On Tue, Jan 27, 2015 at 8:39 PM, James Dugger <james.dugger at gmail.com>

> ​After I got home I thought I could improve on the script.  The following
> script pulls down the urls and passes them through a while loop that
> reduces the name of the url down to the name of the .jpg given in front of
> the query string.  There are a lot of things that could be refactored to
> clean it up but it works:
> #1/usr/env/bin/ bash
> # Crawl the site, build the url list, and pass it into the variable url.
> url=$(wget --spider --force-html -r -l2 "

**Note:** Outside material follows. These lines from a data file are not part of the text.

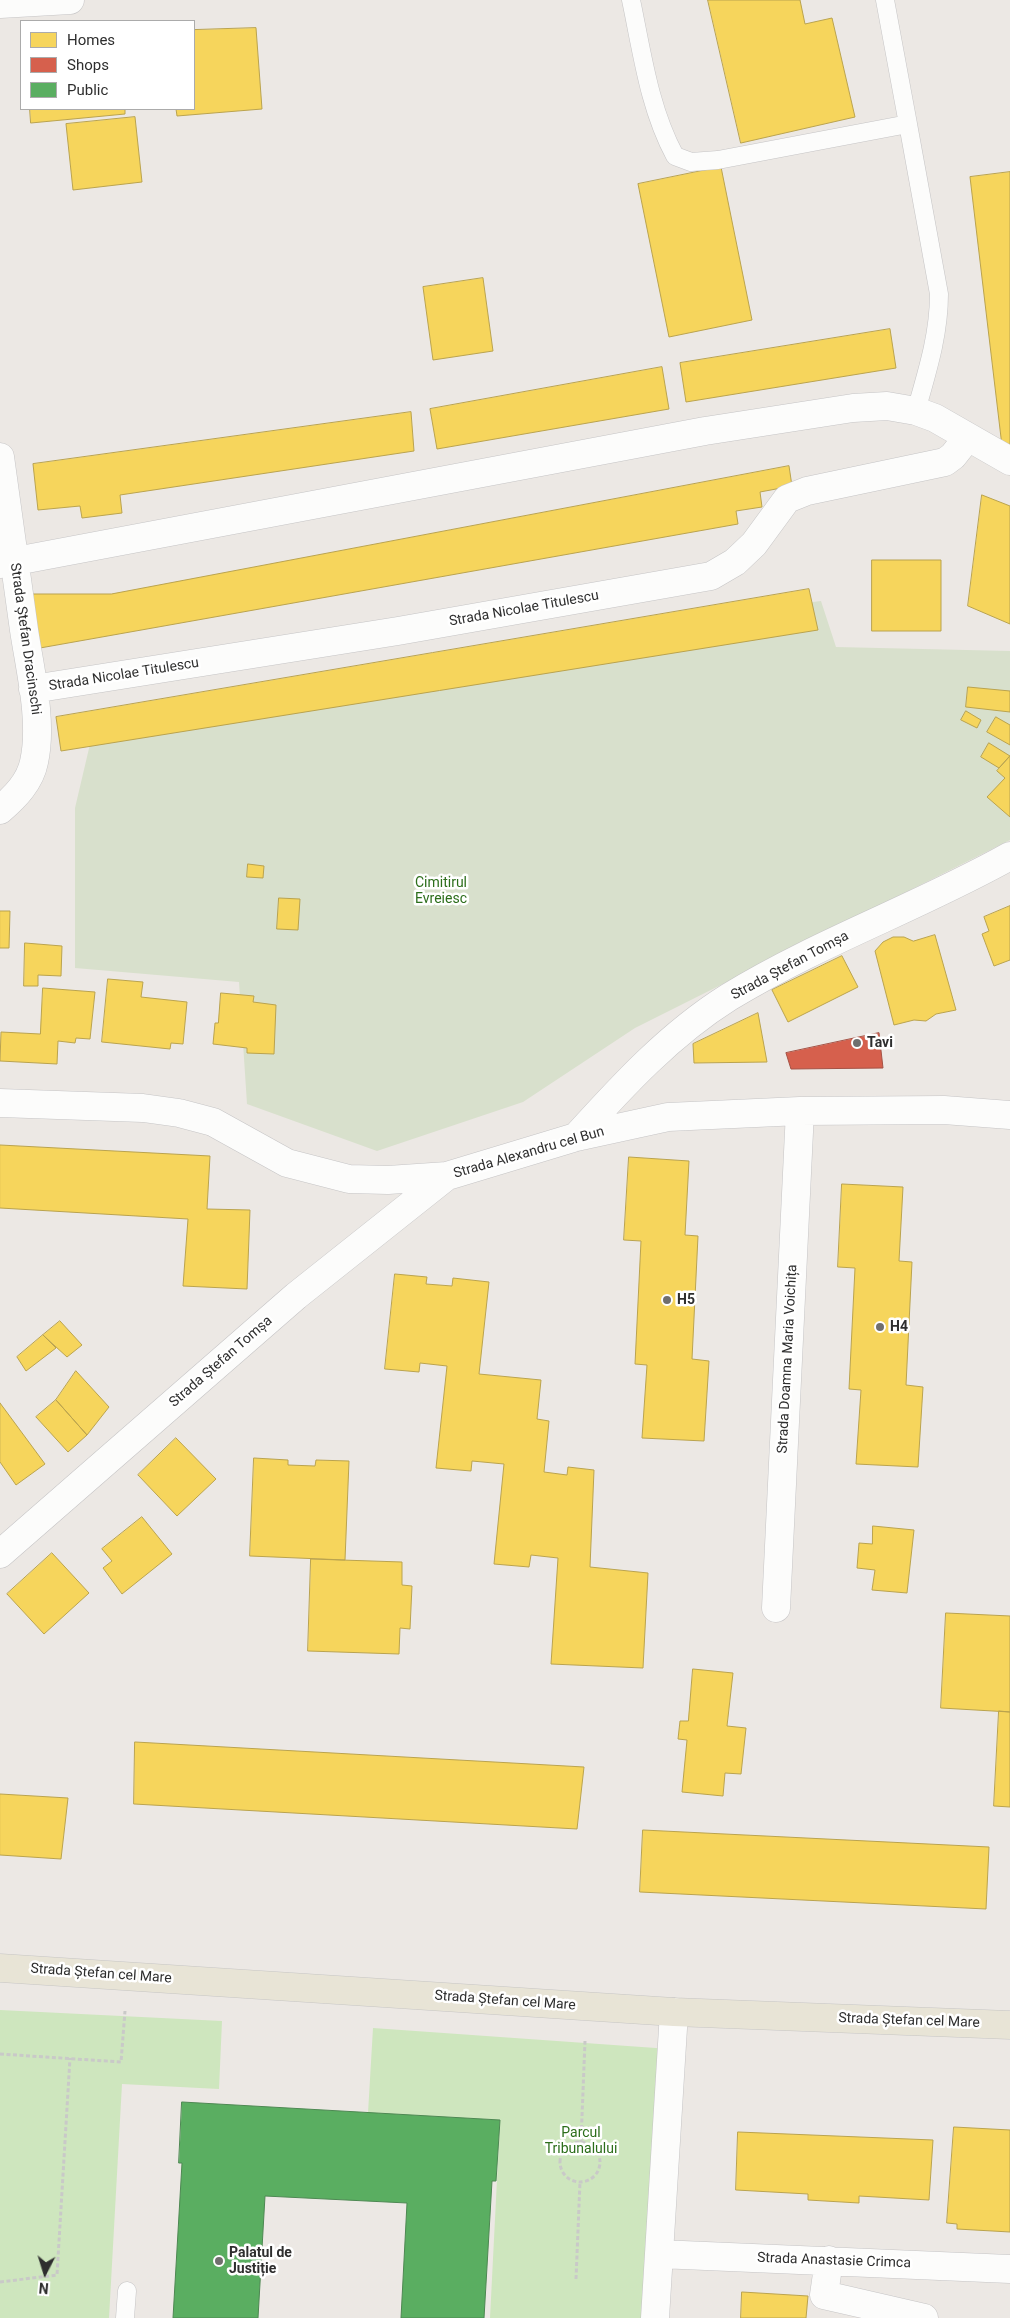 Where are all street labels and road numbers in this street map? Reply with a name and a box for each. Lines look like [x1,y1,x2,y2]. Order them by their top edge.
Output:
street label: Strada Ștefan Dracinschi [6,562,44,716]
street label: Strada Nicolae Titulescu [448,588,600,630]
street label: Strada Nicolae Titulescu [48,655,200,695]
street label: Strada Ștefan Tomșa [728,928,852,1004]
street label: Strada Alexandru cel Bun [452,1123,606,1183]
street label: Strada Doamna Maria Voichița [775,1264,801,1454]
street label: Strada Ștefan Tomșa [166,1313,276,1411]
street label: Strada Ștefan cel Mare [30,1961,172,1987]
street label: Strada Ștefan cel Mare [434,1988,576,2014]
street label: Strada Ștefan cel Mare [838,2010,980,2032]
street label: Strada Anastasie Crimca [757,2250,911,2272]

> http://sites.google.com/site/thebookofgimp/home/chapter-2-photograph-retouching/"
> 2>&1 | grep '^--' | awk '{ print $3 }')

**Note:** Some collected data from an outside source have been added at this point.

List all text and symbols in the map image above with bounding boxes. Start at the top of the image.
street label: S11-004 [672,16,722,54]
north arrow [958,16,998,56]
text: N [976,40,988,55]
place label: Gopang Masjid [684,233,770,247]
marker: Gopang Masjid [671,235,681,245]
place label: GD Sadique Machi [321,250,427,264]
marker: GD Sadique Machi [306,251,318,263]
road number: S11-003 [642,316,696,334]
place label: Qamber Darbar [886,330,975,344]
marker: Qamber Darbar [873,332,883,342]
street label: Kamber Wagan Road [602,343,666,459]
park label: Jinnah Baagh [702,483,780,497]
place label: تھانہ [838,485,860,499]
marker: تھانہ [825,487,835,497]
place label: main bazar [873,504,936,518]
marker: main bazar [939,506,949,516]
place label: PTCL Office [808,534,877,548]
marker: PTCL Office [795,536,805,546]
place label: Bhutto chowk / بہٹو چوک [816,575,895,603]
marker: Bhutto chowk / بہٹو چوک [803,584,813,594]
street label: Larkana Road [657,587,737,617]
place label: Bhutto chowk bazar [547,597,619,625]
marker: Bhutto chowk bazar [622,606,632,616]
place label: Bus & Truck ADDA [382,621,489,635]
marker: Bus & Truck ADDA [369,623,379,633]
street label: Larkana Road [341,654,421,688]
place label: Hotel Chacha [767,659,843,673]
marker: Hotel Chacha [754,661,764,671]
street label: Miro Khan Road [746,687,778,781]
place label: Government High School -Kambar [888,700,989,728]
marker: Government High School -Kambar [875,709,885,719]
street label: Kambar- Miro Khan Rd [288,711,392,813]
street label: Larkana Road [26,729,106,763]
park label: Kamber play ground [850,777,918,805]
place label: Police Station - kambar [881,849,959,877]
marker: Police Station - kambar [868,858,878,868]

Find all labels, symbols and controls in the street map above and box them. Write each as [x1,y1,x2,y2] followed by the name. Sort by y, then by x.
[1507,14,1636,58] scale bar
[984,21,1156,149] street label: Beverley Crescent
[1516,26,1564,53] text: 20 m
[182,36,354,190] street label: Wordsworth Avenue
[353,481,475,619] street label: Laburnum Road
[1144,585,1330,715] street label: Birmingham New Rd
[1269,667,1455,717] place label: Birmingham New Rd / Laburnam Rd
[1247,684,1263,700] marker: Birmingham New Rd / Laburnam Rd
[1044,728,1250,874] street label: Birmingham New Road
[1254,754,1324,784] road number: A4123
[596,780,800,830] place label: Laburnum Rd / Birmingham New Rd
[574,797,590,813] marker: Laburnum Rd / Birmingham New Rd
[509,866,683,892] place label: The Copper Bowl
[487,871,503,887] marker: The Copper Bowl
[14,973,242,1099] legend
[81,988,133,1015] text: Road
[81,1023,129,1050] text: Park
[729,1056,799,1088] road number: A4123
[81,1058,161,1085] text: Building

> #Set how many characters in front of ".jpg" to start building the name
> string.
> front_int=6
> printf %s "$url" | while IFS= read -r raw_url
>     do
>     #Cut the string a the characters ".jpg"
>     pos=${raw_url%%.jpg?*}
>     #determine the character position of the cut string.
>     pos_int=$((${#pos}))
>     #reduce the number by the value of $front_int.
>     (( pos_int -= $front_int))
>     #build a new string based on the pos the range provided by front_int
>     temp_name=${raw_url:pos_int:front_int}
>     #Clean up the image name.
>     image_name=$(echo "$temp_name" | sed 's#.*/\(.*\)$#\1#g')
>     #get the images.
>     wget -O "${image_name}.jpg" "$raw_url"
> done
> On Tue, Jan 27, 2015 at 2:48 PM, Todd Millecam <tyggna at gmail.com> wrote:
>> alright, you got the 20 second, the 2 minute, and now the 20 minute help
>> solution:
>> Open a terminal and do the following:
>> cd /tmp
>> mkdir images
>> cd images
>> wget --spider -r -l2 -A jpg
>> http://sites.google.com/site/thebookofgimp/home/chapter-2-photograph-retouching/
>> 2>&1 | grep '^--' | awk '{print $3}' > imagesList.txt
>>  for url in `cat imagesList.txt` ; do wget -O `date +%s%N`.jpg $url ; done
>> That'll download all the images. . .and some crap.  Look through it and
>> delete the crap out of /tmp/images and you're done.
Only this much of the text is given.